• [Description of the task]:
Verbatim output, no pictures: the lines from the beginning of the material through the line with "height:3.5px; margin:-1.75px; padding:0", both ends kept.

╭─ Given records

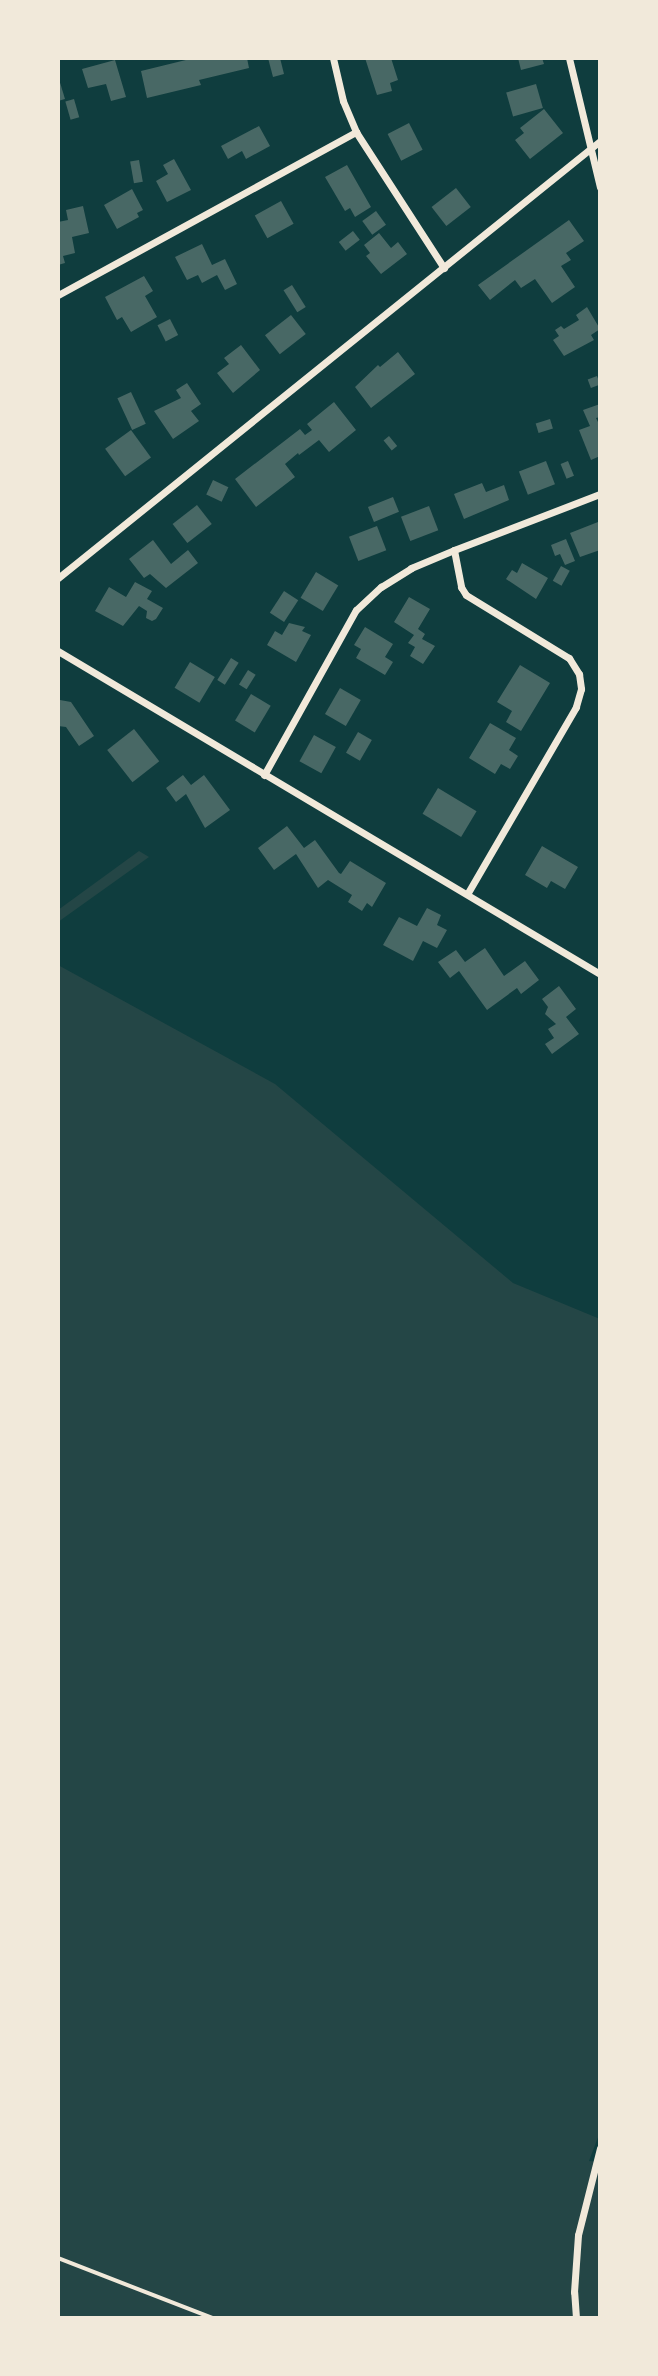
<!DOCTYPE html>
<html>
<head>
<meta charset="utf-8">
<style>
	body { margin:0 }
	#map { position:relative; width:658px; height:2376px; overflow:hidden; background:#0f3d3e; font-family:Poppins,sans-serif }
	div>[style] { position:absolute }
	.green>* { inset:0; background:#244646 }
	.building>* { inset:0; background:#486865; transform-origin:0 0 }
	.path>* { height:3.5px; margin:-1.75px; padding:0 1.75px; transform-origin:1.75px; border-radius:1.75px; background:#f1e9da }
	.minor>* { height:7px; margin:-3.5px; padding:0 3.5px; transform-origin:3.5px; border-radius:3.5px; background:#f1e9da }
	span { translate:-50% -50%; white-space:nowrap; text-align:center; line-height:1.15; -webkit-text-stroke:7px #f1e9da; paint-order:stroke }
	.frame { position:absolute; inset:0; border:60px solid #f1e9da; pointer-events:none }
</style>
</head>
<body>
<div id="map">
	<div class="green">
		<div style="clip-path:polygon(139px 851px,149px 857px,58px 922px,58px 910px)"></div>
		<div style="clip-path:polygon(58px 965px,275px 1084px,513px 1283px,600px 1319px,600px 2132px,589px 2161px,600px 2162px,600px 2318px,58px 2318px)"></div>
	</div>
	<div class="building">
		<div style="clip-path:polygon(194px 58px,247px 58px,249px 68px,199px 80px,201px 85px,147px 98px,141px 71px)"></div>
		<div style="clip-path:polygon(268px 58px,280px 58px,284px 74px,273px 77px)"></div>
		<div style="clip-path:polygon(365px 58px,391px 58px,398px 80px,390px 83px,392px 91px,377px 95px)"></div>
		<div style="clip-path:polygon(518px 58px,542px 58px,544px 64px,521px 70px)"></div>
		<div style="clip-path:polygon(115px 60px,126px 97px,111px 101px,106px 84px,88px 88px,82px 69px)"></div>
		<div style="clip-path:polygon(58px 76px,65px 99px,58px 101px)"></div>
		<div style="left:536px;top:84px;width:25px;height:31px;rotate:74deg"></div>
		<div style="left:74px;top:99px;width:19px;height:9px;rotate:74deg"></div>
		<div style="clip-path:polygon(544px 109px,563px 133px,530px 159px,515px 140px,524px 133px,520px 128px)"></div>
		<div style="left:409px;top:123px;width:30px;height:24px;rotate:63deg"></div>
		<div style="clip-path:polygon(259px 126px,270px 146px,246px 159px,242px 151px,228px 159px,221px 146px)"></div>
		<div style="clip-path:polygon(174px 159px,191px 190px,167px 202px,156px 181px,168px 174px,163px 165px)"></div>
		<div style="left:139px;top:160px;width:22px;height:9px;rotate:80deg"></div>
		<div style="clip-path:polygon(347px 165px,371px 207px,355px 217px,350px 208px,345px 211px,325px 177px)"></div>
		<div style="left:456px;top:188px;width:24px;height:31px;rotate:52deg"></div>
		<div style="clip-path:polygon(132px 189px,143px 210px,137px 213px,139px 217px,117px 229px,104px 205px)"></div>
		<div style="left:281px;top:201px;width:26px;height:30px;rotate:61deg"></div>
		<div style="clip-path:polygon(83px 206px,89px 233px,72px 237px,75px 253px,63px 256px,65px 263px,58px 265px,58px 222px,68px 220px,66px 210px)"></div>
		<div style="left:376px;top:211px;width:17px;height:17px;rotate:54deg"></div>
		<div style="clip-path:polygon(569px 220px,584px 241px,566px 253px,571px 260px,561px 266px,575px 287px,552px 303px,535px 279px,521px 288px,515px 280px,490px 300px,478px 285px)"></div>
		<div style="left:353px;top:231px;width:11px;height:18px;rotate:52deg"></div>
		<div style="clip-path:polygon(379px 233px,391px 248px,398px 242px,407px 254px,381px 274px,366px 256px,370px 253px,364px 245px)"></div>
		<div style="clip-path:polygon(202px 244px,212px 265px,225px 259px,237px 284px,225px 290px,217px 275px,202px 283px,198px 275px,187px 280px,175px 257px)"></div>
		<div style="clip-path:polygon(144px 276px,153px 291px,145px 296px,157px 317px,131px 332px,122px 317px,117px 320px,105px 297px)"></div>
		<div style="left:292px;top:285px;width:26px;height:10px;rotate:58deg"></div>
		<div style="clip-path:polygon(587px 307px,600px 329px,591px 335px,594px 340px,564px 356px,553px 340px,559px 336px,555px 330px,561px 326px,564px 329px,579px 320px,576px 315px)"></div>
		<div style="left:291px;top:315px;width:24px;height:33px;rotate:52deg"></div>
		<div style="left:170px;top:319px;width:18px;height:14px;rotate:63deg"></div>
		<div style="clip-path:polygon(241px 345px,260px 370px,233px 393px,217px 373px,229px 364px,224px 358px)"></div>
		<div style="clip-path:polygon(398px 352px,415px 374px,371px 408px,355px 387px,378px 365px,380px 367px)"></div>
		<div style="left:597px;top:376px;width:9px;height:10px;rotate:69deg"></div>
		<div style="clip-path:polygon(187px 383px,201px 404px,191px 411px,199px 421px,173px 439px,154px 411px,181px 398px,176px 390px)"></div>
		<div style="left:131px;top:392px;width:35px;height:15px;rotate:65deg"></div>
		<div style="clip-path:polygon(334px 402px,356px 430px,329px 452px,319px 440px,299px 455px,298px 453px,285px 464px,295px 477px,256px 507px,235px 479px,300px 429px,305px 435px,312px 430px,307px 424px)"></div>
		<div style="clip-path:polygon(600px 404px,600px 417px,596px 418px,600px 426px,600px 456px,591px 460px,579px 430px,590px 426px,583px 410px)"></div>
		<div style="left:550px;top:419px;width:10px;height:15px;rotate:73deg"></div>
		<div style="left:131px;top:430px;width:34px;height:32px;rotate:54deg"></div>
		<div style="left:389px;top:436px;width:13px;height:7px;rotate:51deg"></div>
		<div style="left:546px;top:461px;width:25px;height:29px;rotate:69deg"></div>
		<div style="left:568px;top:461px;width:16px;height:8px;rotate:68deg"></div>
		<div style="left:213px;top:480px;width:17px;height:16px;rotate:25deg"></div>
		<div style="clip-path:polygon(482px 483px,486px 492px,504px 485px,509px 500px,464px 519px,454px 494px)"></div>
		<div style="left:393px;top:497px;width:16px;height:27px;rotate:68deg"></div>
		<div style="left:197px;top:505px;width:24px;height:31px;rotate:52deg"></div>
		<div style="left:429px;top:506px;width:26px;height:30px;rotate:69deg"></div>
		<div style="clip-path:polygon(598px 522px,600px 550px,580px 557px,570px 533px)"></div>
		<div style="left:377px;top:526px;width:26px;height:30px;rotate:69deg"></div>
		<div style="clip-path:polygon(566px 539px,575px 561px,565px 565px,560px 554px,555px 556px,551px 545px)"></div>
		<div style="clip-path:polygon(153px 540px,171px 564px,188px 550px,198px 563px,166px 588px,150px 574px,144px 578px,129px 559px)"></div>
		<div style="clip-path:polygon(522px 563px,548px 578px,536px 599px,506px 579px,512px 570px,517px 573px)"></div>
		<div style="left:561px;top:566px;width:10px;height:17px;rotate:29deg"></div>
		<div style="left:316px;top:572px;width:26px;height:30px;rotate:31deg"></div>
		<div style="clip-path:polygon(135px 582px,152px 591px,147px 599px,163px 608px,156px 619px,152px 621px,146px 618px,147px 611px,139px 606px,123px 626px,95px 611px,109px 587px,126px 597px)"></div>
		<div style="left:284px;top:591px;width:17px;height:26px;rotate:33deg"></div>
		<div style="clip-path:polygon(409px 597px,430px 609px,418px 629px,425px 634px,422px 639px,435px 646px,423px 664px,410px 656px,415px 647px,408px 643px,414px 635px,394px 622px)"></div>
		<div style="clip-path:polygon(289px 623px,305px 627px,302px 631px,311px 635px,296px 662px,267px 645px,275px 631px,282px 635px)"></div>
		<div style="clip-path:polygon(365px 627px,393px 644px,385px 657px,393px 662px,385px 675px,356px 658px,361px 649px,354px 645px)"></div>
		<div style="left:231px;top:658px;width:9px;height:26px;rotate:32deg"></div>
		<div style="left:190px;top:662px;width:29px;height:30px;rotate:31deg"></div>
		<div style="clip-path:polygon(520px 665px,550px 683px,521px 731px,506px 722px,512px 711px,497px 702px)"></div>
		<div style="left:248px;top:670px;width:9px;height:17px;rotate:32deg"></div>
		<div style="left:340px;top:688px;width:24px;height:30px;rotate:30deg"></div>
		<div style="left:251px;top:694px;width:23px;height:31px;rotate:31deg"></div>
		<div style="clip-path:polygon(60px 700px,71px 702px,94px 736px,79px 746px,66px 727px,58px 726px)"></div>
		<div style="clip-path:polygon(490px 723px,516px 738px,509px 750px,518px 756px,510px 769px,501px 764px,495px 774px,469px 758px)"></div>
		<div style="left:134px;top:729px;width:41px;height:34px;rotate:52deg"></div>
		<div style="left:358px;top:732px;width:16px;height:24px;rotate:30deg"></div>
		<div style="left:314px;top:735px;width:25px;height:30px;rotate:29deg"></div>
		<div style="clip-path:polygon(183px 775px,191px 785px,204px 775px,230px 810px,205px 828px,186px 794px,176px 802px,166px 788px)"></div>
		<div style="left:438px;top:788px;width:45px;height:30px;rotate:31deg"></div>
		<div style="clip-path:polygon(287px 826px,304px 848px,315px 840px,339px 873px,341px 874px,350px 861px,386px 883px,372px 907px,367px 903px,362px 911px,348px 902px,352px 895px,328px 880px,318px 888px,296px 854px,274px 870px,258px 848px)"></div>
		<div style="clip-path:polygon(542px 846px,578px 867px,565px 889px,551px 881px,547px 888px,525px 875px)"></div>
		<div style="clip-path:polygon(427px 908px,441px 915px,437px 925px,447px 930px,437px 948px,423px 941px,413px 961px,383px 945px,399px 917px,417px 926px)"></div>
		<div style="clip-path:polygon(485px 948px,504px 976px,525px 961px,539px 980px,521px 994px,517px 988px,487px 1010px,459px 971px,450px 978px,438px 962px,456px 950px,465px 962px)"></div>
		<div style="clip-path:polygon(559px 986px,576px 1009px,566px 1017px,579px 1034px,552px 1054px,545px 1044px,554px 1038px,548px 1029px,556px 1024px,545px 1014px,548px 1007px,542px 999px)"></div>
	</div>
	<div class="path">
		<div style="left:58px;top:2258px;width:166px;rotate:21.2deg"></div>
	</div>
	<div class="minor">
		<div style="left:333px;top:58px;width:44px;rotate:76.9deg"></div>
		<div style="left:343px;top:101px;width:34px;rotate:67deg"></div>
		<div style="left:356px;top:132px;width:162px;rotate:57.1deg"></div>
		<div style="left:569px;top:58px;width:133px;rotate:76.5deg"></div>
		<div style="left:58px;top:295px;width:340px;rotate:-28.7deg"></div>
		<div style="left:454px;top:550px;width:38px;rotate:79deg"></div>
		<div style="left:461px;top:587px;width:9px;rotate:58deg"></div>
		<div style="left:466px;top:595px;width:121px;rotate:31.5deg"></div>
		<div style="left:569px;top:658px;width:19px;rotate:58deg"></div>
		<div style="left:579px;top:674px;width:15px;rotate:82deg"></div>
		<div style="left:581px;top:689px;width:19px;rotate:106deg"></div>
		<div style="left:576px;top:707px;width:216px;rotate:120.2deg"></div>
		<div style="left:58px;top:578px;width:696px;rotate:-38.88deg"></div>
		<div style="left:58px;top:651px;width:631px;rotate:30.79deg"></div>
		<div style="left:264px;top:775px;width:189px;rotate:-60.9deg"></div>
		<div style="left:356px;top:610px;width:34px;rotate:-43deg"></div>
		<div style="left:381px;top:587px;width:36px;rotate:-32deg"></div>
		<div style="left:411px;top:568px;width:47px;rotate:-22.7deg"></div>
		<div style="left:454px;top:550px;width:156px;rotate:-21deg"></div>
		<div style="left:576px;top:2318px;width:26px;rotate:-94deg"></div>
		<div style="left:574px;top:2292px;width:57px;rotate:-86deg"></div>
		<div style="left:578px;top:2235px;width:90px;rotate:-75.8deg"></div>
	</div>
	<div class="frame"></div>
</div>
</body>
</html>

╰─

• [Solution for this problem]:
<!DOCTYPE html>
<html>
<head>
<meta charset="utf-8">
<style>
	body { margin:0 }
	#map { position:relative; width:658px; height:2376px; overflow:hidden; background:#0f3d3e; font-family:Poppins,sans-serif }
	div>[style] { position:absolute }
	.green>* { inset:0; background:#244646 }
	.building>* { inset:0; background:#486865; transform-origin:0 0 }
	.path>* { height:3.5px; margin:-1.75px; padding:0 1.75px; transform-origin:1.75px; border-radius:1.75px; background:#f1e9da }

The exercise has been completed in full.